Depraved Justice (Scalia)
I did a piece today for Salon about Uncle Nino's utter depravity that you might like:
[H]e cited this particular case in the decision on Collins v. Collins back in 1994 in which he disagreed with Justice Harry Blackmun on the constitutionality of the death penalty. This was the famous case in which Justice Blackmun disavowed his former support for capital punishment and declared that he would no longer “tinker with the machinery of death.” Scalia wrote, with characteristic sarcasm:
I call him depraved because he thinks that factual innocence doesn't matter but believes that what he is doing is moral. Is there a better word to describe him?
Justice Blackmun begins his statement by describing with poignancy the death of a convicted murderer by lethal injection. He chooses, as the case in which to make that statement, one of the less brutal of the murders that regularly come before us, the murder of a man ripped by a bullet suddenly and unexpectedly, with no opportunity to prepare himself and his affairs, and left to bleed to death on the floor of a tavern. The death-by-injection which Justice Blackmun describes looks pretty desirable next to that. It looks even better next to some of the other cases currently before us, which Justice Blackmun did not select as the vehicle for his announcement that the death penalty is always unconstitutional, for example, the case of the 11-year-old girl raped by four men and then killed by stuffing her panties down her throat. How enviable a quiet death by lethal injection compared with that!”

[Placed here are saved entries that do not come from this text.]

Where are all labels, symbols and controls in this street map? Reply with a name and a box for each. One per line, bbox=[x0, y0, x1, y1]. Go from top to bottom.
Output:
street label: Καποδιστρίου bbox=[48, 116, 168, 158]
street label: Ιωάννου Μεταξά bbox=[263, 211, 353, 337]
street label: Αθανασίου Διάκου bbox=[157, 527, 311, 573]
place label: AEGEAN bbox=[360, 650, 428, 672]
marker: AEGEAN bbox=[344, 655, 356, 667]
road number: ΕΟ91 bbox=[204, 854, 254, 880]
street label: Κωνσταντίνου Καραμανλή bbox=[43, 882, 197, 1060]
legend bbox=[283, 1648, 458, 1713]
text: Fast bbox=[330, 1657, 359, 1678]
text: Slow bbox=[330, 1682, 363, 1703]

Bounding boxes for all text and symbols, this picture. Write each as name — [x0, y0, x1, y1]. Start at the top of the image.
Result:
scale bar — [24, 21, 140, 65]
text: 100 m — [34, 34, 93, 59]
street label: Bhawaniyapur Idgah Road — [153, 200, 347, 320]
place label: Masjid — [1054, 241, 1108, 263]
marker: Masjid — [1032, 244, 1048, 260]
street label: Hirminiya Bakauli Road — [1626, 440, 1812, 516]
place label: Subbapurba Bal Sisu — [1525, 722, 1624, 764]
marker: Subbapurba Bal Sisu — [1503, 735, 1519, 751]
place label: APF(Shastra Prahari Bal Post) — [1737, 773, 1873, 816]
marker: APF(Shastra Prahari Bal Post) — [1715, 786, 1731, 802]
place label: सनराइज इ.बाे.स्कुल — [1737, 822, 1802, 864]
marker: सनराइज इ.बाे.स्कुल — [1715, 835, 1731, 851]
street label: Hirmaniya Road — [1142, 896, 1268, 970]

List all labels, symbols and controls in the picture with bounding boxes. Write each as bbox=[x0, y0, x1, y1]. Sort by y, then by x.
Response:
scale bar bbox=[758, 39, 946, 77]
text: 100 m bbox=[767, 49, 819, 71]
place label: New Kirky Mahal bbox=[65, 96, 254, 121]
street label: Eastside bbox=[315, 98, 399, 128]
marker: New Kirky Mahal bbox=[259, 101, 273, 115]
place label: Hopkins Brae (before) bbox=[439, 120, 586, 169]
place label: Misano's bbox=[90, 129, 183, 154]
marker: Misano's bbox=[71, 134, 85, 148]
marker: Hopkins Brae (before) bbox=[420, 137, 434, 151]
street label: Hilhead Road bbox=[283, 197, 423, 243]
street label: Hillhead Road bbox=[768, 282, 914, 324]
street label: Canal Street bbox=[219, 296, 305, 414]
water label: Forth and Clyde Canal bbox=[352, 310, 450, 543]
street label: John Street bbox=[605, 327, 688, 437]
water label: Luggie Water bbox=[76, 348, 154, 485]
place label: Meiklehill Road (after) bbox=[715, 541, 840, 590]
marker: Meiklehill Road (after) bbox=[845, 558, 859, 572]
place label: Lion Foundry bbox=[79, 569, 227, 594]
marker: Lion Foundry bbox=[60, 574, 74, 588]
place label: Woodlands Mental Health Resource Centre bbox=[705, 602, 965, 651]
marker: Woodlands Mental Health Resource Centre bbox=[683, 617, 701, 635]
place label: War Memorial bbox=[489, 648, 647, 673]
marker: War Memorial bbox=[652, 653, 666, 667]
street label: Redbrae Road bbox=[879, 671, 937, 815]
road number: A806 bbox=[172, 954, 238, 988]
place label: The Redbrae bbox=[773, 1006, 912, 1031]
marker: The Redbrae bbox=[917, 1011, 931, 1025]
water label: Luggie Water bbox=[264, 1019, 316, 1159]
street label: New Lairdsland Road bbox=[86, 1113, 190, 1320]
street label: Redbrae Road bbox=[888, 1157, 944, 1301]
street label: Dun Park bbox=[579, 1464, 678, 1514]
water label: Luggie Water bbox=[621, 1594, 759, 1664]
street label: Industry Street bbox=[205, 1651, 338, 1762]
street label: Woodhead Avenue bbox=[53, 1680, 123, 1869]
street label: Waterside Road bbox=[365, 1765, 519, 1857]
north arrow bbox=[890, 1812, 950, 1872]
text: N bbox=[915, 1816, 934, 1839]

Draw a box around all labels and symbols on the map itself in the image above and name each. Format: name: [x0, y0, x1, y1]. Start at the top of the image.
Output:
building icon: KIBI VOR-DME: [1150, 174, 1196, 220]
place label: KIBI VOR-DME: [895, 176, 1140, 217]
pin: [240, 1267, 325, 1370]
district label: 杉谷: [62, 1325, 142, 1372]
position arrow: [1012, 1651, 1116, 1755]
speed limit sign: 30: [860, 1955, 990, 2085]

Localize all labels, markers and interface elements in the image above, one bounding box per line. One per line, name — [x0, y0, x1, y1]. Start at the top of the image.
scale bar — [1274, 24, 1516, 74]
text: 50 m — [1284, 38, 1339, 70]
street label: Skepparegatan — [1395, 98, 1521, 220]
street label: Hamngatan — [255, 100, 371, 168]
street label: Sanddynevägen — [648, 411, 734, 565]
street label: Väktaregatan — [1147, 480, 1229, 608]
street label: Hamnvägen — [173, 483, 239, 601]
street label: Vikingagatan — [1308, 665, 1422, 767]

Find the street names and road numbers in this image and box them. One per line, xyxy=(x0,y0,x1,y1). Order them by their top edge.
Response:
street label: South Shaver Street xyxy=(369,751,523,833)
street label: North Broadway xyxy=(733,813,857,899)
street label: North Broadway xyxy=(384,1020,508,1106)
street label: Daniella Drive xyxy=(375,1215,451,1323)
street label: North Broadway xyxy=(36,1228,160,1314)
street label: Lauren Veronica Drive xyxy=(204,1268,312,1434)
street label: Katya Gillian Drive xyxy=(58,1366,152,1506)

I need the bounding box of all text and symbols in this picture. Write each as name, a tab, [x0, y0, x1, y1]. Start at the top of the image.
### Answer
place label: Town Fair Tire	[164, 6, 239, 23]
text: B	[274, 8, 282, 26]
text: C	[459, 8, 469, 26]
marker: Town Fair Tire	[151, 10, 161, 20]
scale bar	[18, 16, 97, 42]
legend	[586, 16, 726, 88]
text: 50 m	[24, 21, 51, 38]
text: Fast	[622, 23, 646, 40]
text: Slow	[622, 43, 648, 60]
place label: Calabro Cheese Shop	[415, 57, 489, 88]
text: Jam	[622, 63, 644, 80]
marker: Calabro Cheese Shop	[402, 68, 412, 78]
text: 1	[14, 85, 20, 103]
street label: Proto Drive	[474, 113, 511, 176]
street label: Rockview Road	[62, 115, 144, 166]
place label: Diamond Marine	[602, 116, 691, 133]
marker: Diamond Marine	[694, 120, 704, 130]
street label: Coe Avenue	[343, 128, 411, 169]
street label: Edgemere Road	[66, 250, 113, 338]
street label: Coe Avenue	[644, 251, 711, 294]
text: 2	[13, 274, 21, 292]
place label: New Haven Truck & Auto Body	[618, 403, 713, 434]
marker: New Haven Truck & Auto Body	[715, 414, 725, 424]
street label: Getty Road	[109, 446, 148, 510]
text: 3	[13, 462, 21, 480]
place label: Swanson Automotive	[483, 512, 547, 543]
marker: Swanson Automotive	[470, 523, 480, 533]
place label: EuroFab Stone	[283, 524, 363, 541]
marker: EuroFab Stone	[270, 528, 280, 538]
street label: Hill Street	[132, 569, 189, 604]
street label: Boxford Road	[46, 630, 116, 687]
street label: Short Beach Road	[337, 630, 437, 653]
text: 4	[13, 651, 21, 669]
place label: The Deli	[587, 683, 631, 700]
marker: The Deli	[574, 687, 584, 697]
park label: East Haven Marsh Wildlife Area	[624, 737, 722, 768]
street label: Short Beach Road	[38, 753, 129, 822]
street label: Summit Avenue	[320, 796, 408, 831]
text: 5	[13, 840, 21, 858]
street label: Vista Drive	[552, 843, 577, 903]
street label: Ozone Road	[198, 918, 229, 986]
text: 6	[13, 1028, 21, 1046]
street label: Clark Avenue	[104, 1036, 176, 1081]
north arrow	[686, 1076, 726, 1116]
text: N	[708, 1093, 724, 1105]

Yes, how very enviable. Unless the defendants are innocent, in which case it is as horrifying as the brutal slaying of the victim, particularly after 30 years spent imprisoned in a small cell waiting for the day that he will know in advance he is to die. That alone is cruel and unusual punishment. Not that Justice Scalia sees it that way. (His comments suggest that the methods of punishment should be directly correlated to the luridness of the crime, an antediluvian concept rejected by the Enlightenment-influenced writers of the Constitution he alleges to take so literally.)
Honestly, this man has something wrong with him. He has no business being in such a powerful position. The fact that he holds such an esteemed place in our society says as much about us as it does about him.